The cast of characters and stories include a boyhood spectral encounter near Buffalo Bill’s grave, a near-deadly adolescent case of anorexia and fasting healed by a monk-psychoanalyst, an occult spiritual electrocution in Calcutta, two national ban movements in India, a deep friendship with a human potential movement founder, public and private interactions with quantum theorists, neuroscientists, geneticists and psychiatrists convinced of the scientific importance of psi phenomena, and intimate conversations with a host of real-world “mutants,” from a Houston woman who finds herself dreaming the future after being struck by lightning to a science fiction writer traumatized and transformed by the beautiful horrors he has been writing about.

THE SUPER STORY

With the publication of Secret Body in 2017, the exploratory and theoretical oeuvre is more or less complete. This body of work will now function as the foundation for my work in (and from) the future, which will be expressed through a two-volume prolegomenon to this work, that is,

The Superhumanities (2022) and How to Think Impossibly (2024), and a trilogy involving the history of science and paranormal currents in American culture, which will be described in the next two sections of this website.

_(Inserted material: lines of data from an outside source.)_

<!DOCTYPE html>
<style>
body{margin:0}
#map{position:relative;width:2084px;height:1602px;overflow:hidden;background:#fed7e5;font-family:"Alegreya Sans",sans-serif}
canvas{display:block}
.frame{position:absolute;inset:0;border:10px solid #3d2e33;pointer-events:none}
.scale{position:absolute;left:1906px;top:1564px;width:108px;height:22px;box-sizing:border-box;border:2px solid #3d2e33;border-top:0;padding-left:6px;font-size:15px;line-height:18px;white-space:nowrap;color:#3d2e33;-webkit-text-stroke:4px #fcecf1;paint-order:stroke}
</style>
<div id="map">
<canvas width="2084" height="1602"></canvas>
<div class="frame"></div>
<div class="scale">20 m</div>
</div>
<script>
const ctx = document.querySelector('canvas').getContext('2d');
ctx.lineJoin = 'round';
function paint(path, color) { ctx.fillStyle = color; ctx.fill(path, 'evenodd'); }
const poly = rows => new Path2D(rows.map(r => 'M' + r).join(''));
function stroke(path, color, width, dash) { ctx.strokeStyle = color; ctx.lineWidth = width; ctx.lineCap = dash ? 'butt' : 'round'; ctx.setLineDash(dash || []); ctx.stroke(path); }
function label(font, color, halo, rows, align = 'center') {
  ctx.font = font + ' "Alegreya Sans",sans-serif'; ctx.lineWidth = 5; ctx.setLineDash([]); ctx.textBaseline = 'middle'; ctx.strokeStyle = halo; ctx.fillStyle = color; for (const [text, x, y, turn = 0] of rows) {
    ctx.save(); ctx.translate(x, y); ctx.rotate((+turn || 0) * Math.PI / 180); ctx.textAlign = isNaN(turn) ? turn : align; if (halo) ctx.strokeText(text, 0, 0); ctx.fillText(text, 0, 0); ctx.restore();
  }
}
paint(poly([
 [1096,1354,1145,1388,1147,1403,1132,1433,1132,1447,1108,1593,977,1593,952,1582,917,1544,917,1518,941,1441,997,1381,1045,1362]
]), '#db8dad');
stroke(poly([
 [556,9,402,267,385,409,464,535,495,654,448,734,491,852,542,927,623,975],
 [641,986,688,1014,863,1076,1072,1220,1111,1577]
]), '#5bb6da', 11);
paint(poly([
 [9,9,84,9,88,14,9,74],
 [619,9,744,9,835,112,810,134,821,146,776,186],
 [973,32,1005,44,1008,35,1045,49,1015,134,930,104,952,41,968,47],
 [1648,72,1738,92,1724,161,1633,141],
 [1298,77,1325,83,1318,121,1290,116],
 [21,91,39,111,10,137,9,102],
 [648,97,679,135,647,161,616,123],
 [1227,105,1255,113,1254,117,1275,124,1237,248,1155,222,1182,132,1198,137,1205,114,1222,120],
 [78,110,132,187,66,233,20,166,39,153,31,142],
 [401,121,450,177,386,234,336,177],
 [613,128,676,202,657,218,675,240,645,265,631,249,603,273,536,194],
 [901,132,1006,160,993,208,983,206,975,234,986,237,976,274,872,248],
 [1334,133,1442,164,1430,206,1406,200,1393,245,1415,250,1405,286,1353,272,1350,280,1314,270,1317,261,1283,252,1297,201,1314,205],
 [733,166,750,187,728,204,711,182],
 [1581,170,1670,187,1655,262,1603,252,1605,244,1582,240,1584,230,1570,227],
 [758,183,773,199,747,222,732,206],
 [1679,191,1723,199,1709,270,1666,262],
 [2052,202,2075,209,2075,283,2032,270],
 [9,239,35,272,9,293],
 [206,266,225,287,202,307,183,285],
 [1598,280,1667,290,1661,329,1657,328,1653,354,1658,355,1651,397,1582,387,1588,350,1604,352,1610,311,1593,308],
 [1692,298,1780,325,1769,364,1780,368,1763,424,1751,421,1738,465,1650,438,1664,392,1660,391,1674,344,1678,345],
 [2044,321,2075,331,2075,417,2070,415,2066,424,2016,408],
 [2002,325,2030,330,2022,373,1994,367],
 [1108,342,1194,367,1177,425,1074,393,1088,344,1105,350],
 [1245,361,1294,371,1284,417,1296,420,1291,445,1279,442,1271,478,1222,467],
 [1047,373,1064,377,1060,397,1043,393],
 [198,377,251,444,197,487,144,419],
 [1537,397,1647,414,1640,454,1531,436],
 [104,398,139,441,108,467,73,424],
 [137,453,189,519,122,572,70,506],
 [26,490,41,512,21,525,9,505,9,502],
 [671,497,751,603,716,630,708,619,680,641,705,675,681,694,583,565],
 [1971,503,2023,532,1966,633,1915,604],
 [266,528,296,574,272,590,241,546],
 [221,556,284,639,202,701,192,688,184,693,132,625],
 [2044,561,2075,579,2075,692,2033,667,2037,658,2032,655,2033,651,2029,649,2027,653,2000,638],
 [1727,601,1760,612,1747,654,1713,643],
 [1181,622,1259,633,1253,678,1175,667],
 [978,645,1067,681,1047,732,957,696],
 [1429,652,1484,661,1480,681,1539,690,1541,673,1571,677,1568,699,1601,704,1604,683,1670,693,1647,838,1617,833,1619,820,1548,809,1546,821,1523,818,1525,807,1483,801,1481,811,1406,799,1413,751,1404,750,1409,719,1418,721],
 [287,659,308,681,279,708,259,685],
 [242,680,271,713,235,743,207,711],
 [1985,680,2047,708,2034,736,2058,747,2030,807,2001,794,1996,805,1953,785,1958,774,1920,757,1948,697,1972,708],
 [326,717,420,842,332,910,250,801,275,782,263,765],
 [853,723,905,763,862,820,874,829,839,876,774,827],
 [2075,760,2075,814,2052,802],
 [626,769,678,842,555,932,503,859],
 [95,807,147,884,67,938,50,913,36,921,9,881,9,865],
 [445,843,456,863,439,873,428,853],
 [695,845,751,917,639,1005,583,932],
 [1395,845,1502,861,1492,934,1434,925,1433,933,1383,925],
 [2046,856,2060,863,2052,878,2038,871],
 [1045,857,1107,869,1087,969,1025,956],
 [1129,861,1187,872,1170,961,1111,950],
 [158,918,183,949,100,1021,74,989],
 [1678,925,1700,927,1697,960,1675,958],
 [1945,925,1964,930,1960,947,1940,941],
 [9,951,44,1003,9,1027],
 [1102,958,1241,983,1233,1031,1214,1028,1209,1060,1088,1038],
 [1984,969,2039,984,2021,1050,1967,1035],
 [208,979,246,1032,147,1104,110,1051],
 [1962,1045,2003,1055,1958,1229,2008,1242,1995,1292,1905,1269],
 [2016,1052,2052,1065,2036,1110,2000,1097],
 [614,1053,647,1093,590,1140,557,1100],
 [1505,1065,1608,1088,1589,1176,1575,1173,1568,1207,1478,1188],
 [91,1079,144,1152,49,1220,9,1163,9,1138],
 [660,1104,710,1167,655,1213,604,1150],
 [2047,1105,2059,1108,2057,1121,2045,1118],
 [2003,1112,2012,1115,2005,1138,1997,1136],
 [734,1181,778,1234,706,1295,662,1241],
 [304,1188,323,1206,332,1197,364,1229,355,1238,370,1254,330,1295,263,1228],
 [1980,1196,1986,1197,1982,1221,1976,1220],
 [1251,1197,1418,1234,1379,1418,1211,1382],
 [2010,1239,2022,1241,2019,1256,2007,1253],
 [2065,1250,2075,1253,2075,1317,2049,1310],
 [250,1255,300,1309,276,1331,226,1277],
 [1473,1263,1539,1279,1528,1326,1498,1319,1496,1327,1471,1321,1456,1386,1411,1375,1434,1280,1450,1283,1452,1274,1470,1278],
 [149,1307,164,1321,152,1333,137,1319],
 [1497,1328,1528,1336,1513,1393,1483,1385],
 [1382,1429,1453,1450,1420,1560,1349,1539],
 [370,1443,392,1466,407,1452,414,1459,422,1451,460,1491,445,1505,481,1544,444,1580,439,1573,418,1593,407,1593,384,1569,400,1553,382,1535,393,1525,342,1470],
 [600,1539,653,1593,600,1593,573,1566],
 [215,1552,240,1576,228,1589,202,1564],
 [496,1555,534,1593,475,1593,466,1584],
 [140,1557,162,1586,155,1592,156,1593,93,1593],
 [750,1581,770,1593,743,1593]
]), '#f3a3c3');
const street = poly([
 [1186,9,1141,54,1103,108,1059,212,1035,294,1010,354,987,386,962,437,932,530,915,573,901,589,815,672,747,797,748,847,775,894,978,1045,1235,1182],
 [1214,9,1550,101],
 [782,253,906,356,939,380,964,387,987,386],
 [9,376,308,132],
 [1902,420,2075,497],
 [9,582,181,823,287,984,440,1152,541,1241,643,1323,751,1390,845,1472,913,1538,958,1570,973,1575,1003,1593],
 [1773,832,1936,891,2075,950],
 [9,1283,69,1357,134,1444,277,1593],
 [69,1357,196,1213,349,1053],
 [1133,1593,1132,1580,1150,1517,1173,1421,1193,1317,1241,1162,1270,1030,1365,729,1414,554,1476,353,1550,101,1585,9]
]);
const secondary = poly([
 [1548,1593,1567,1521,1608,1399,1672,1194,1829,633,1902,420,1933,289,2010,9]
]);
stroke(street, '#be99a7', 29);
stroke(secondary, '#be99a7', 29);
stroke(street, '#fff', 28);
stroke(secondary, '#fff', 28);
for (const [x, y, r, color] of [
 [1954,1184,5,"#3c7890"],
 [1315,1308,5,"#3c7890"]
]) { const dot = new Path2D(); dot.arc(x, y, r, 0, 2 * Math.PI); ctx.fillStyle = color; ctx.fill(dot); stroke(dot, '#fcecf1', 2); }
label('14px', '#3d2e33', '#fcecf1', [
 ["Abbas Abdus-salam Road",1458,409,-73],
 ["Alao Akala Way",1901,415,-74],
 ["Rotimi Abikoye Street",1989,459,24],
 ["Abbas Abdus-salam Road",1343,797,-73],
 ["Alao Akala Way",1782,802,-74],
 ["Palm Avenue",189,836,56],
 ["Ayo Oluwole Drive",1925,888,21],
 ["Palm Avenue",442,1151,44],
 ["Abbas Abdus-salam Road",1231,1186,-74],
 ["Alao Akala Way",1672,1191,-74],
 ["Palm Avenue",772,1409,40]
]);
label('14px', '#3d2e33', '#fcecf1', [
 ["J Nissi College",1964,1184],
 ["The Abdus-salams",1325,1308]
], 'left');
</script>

This book begins with a question: What would happen if we reimagined the humanities as the superhumanities? If we acknowledged and celebrated the undercurrent of the fantastic within our humanistic disciplines, entirely new cultural worlds and meanings would become possible. That is my vision for the future—to revive the suppressed dimension of the superhumanities, which consists of rare but real altered states of knowledge that have driven the creative processes of many of our most revered authors, artists, and activists. In this telling, the history of the humanities is filled with precognitive dreams, evolving superhumans, and doubled selves. The basic idea of the superhuman lies at the core of who and what the human species has tried to become over millennia and around the planet.

After diagnosing the basic malaise of the humanities—that the truth must be depressing—this book shows how it can all be done differently. I argue that we have to decolonize reality itself if we are going to take human diversity seriously. Toward this pluralist end, I then engage psychoanalytic, Black critical, feminist, postcolonial, queer, and ecocritical theory. I work through objections to the superhumanities while also recognizing the new realities represented by the contemporary sciences. In doing so, the book tries to move beyond naysaying practices of critique toward a future that can embrace those critiques within a more holistic view—a view that recognizes the human being as both a social-political animal as well as an evolved cosmic species that understands and experiences itself as something super.

From precognitive dreams, levitation, and the presence of presumed demons to near-death experiences, UFO encounters, gigantic telepathic praying mantises, and beyond, so-called impossible phenomena are not supposed to happen. But they do happen—all the time. How to Think Impossibly asserts that the impossible is a function not of reality but of our everchanging assumptions about what is real. It invites us to think about these fantastic (yet commonplace) experiences as an essential part of being human (or superhuman), expressive of a deeply shared reality that is neither mental nor material but gives rise to both. Thinking with specific individuals and their extraordinary experiences in vulnerable, open, and often humorous ways, Kripal interweaves humanistic and scientific inquiry to develop an awareness that the fantastic is real, the supernatural is super natural, and the impossible is possible. At the end of the day, thinking impossibly is thinking-with experiencers, not dismissing them, not calling them names, not reducing them to someone else’s boxes or categories (be these social, scientific, or religious). Thinking impossibly is altering one’s entire sense of what is real around the actual historical human experience of what is real, which is not at all what we have been told or generally believe to be the case.